L’arrivée de Charles Mensah à la tête du Cenaci et l’introduction d’une astucieuse restructuration permet la production de « L’Auberge du Salut » en 1995. Ce feuilleton télévisé, réalisé par un collectif de réalisateurs gabonais (Charles Mensah, Henri Joseph Koumba Bididi, Marcel Sandja, Dread Pol Mouketa, François Mezui Me Ndong, Alain Didier Oyoue) mettra également en avant le talent de Prince de Capistran sous la peau de Oncle Didine. C’est d’ailleurs sous ce nom que beaucoup de Gabonais de cette génération l’appelait affectueusement.
Après une longue accalmie, le long métrage « Dôlè » (2000) de Imunga Ivanga va inaugurer une série de productions de grandes factures saluées par la critique. Au cours des vingt dernières années, le cinéma gabonais a su retrouver ses lettres de noblesse. Au fil des productions et des prix glanées à travers les festivals, acteurs et producteurs ont su porter haut les couleurs du pays. Le cinéma indépendant, à travers l’exemple des Studios Montparnasse de Melchisédech Obiang, trace son sillon en savourant également les délices de ses succès au-delà des frontières du pays.
Dans les coulisses, la tragique disparition de Prince de Capistran nous révèle la détresse des acteurs culturels derrière les succès d’estime des œuvres qui les mettent en lumière. Dès l’extinction des projecteurs, le décalage entre le vécu des acteurs et la valeur perçue par le public ne permet pas de considérer l’industrie du 7e art comme un levier des Industries Créatives et Culturelles en Afrique. Pourtant d’après l’Unesco « On estime que les secteurs du cinéma et de l’audiovisuel ont le potentiel de créer plus de 20 millions d’emplois et de générer une contribution annuelle au PIB de 20 milliards de dollars en Afrique. » (Cartographie des industries cinématographiques et audiovisuelles de l’Afrique en 2021). Mais ce potentiel reste « largement inexploité » surtout au Gabon où la professionnalisation et la structuration des filières artistiques et culturelles se heurtent à l’absence d’un cadre normatif en adéquation avec les réalités socioéconomiques locales.
A l’échelle du Continent, l’exception nigériane devrait malgré tout inciter à l’optimisme. L’industrie cinématographique nigériane est en effet la plus importante d’Afrique en termes de volume, de nombre de films annuels, de recettes et de popularité. C’est également le deuxième plus grand producteur de films au monde. Hormis les atouts d’un marché intérieur avantageux, l’exemple du Nigeria à tous égards devrait faire école.

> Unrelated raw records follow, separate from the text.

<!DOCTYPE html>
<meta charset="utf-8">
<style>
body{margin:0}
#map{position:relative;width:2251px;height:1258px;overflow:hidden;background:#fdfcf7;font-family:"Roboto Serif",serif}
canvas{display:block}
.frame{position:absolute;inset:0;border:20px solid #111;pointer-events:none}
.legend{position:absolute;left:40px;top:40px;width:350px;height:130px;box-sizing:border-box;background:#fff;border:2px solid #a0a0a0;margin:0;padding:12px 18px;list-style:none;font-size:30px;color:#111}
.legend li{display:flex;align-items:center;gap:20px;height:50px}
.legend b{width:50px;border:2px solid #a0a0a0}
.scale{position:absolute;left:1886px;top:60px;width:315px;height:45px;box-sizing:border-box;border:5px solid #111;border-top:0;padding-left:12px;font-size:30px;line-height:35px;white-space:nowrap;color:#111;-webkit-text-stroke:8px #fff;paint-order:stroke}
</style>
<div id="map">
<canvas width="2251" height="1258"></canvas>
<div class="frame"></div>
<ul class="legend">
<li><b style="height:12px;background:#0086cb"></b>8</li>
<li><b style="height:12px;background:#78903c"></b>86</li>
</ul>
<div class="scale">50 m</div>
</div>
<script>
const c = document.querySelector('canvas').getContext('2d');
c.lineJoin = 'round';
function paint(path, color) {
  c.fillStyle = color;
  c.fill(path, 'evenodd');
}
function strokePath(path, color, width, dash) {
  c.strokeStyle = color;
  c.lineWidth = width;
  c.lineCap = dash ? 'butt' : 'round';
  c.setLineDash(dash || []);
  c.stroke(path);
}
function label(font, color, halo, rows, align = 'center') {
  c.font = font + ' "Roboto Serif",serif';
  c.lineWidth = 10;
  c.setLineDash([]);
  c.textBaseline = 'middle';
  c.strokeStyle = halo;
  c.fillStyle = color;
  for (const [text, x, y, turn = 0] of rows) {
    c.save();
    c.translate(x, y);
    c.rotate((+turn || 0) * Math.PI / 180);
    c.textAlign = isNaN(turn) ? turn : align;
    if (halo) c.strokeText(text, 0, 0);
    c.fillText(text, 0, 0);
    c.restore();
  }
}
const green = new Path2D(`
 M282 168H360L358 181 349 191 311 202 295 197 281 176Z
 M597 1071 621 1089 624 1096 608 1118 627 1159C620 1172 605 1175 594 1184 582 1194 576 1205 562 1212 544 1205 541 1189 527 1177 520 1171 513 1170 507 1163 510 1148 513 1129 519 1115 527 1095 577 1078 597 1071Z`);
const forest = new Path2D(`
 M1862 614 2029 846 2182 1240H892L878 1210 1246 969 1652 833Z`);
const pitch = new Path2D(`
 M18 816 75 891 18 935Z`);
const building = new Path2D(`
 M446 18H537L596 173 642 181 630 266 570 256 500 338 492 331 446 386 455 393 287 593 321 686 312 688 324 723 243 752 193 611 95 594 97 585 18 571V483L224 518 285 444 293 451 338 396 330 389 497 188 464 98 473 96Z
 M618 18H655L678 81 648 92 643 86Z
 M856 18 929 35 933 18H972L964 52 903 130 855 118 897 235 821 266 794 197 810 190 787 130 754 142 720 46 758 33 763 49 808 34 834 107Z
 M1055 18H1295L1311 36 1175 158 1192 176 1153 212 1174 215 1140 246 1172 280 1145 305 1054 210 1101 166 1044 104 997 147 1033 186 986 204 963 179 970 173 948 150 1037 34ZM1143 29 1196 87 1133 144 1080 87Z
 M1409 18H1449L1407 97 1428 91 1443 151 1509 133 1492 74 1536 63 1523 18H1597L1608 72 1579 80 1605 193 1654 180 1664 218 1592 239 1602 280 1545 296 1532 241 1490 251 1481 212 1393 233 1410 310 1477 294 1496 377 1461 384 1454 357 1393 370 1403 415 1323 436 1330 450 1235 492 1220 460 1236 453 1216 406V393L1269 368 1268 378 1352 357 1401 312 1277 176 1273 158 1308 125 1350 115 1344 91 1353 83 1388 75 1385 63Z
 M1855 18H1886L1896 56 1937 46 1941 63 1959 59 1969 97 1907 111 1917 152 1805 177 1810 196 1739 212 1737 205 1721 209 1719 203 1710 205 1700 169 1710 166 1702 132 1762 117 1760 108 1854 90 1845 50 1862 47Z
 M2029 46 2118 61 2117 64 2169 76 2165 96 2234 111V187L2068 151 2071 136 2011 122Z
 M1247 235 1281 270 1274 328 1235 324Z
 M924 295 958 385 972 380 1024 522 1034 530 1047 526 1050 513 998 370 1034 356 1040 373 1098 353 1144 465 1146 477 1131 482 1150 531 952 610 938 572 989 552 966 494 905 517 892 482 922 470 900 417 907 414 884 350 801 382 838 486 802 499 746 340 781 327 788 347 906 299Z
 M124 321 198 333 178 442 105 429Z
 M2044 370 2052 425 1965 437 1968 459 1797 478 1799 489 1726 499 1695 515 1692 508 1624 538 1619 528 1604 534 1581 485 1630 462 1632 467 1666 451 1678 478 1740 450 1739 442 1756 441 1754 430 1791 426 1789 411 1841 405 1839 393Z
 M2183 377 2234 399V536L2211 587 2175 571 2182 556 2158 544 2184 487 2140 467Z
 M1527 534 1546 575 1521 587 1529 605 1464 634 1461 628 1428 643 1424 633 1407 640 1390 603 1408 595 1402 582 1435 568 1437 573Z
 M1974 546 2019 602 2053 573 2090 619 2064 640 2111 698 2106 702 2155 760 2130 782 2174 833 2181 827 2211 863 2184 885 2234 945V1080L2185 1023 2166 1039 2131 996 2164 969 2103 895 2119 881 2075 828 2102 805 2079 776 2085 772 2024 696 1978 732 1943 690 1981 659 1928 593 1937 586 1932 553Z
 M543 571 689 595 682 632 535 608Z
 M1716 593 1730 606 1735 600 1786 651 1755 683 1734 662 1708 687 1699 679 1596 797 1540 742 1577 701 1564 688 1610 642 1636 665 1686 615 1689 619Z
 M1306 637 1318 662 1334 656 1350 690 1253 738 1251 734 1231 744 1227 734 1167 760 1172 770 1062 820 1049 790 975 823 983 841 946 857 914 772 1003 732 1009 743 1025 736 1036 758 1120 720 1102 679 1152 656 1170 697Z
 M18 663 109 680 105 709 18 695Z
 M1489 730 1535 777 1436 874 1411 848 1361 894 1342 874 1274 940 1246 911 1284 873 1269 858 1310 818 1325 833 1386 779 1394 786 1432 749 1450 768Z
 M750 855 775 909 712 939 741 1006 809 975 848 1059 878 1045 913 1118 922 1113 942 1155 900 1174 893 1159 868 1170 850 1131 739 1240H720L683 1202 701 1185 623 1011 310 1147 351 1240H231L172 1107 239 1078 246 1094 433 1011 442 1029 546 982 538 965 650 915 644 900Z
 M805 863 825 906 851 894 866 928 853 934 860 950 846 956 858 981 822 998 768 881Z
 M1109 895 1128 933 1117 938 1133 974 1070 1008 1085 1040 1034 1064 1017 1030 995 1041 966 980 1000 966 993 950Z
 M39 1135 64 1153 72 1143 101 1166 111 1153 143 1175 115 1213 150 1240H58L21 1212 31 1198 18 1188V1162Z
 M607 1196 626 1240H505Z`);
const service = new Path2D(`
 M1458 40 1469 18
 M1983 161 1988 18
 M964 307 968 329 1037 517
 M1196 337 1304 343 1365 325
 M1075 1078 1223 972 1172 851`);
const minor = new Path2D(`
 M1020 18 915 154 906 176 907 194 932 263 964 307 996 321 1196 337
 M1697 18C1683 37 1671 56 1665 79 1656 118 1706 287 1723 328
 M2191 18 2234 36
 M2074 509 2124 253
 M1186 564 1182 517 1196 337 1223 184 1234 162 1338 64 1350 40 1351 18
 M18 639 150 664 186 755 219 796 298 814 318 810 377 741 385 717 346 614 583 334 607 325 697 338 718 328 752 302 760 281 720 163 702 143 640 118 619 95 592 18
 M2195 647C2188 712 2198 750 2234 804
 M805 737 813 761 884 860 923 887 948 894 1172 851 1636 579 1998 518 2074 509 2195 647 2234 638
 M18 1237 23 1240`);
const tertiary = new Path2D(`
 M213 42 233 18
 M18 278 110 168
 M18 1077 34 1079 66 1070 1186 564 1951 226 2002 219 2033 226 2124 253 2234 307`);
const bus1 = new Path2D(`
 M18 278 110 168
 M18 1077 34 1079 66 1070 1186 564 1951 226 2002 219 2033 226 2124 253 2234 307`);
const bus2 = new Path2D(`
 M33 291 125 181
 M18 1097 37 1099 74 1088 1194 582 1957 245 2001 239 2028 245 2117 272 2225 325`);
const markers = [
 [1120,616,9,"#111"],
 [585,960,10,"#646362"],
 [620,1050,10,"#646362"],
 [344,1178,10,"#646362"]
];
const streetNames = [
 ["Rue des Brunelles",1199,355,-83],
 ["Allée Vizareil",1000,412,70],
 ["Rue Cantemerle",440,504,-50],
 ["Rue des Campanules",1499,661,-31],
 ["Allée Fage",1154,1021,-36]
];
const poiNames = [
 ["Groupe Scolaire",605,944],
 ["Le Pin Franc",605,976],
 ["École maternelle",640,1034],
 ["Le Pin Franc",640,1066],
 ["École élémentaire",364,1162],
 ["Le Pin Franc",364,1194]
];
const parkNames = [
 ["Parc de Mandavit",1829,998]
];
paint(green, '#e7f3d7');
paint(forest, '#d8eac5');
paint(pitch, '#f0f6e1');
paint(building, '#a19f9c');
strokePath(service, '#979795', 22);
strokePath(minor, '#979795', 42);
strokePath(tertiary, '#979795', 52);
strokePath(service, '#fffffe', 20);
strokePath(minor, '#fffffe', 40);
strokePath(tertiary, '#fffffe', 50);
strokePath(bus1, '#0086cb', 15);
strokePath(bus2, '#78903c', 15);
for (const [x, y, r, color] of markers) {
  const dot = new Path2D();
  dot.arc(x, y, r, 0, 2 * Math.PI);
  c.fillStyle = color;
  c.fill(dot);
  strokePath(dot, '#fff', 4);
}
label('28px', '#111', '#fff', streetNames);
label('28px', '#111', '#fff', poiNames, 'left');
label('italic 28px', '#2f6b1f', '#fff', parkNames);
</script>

C’est sans doute dans cette voie que semble s’orienter l’Igis (Institut gabonais de l’image et du son.) A la tête de cet établissement public depuis le 17 décembre 2021, Serge Constant Abessolo n’est pas un inconnu des plateaux et scènes de cinéma. Placée sous la double tutelle des ministères de la Communication et de la Culture, l’héritière du Cenaci, a, au cours de ces dernières années multiplié les partenariats pour redonner du relief au 7e art gabonais.
La 5e édition de la semaine du cinéma africain se tiendra à Libreville du 28 juin au 4 juillet 2025 prochain sous le thème « La Puissance Féminine ». Adrien James Prince de Capistran ne sera pas dans le générique d’ouverture mais son œuvre subsistera dans nos pensées. Il a certes quitté la scène mais il reste présent dans la mémoire collective. Il serait bienvenu qu’un hommage mérité lui soit rendu à cette occasion.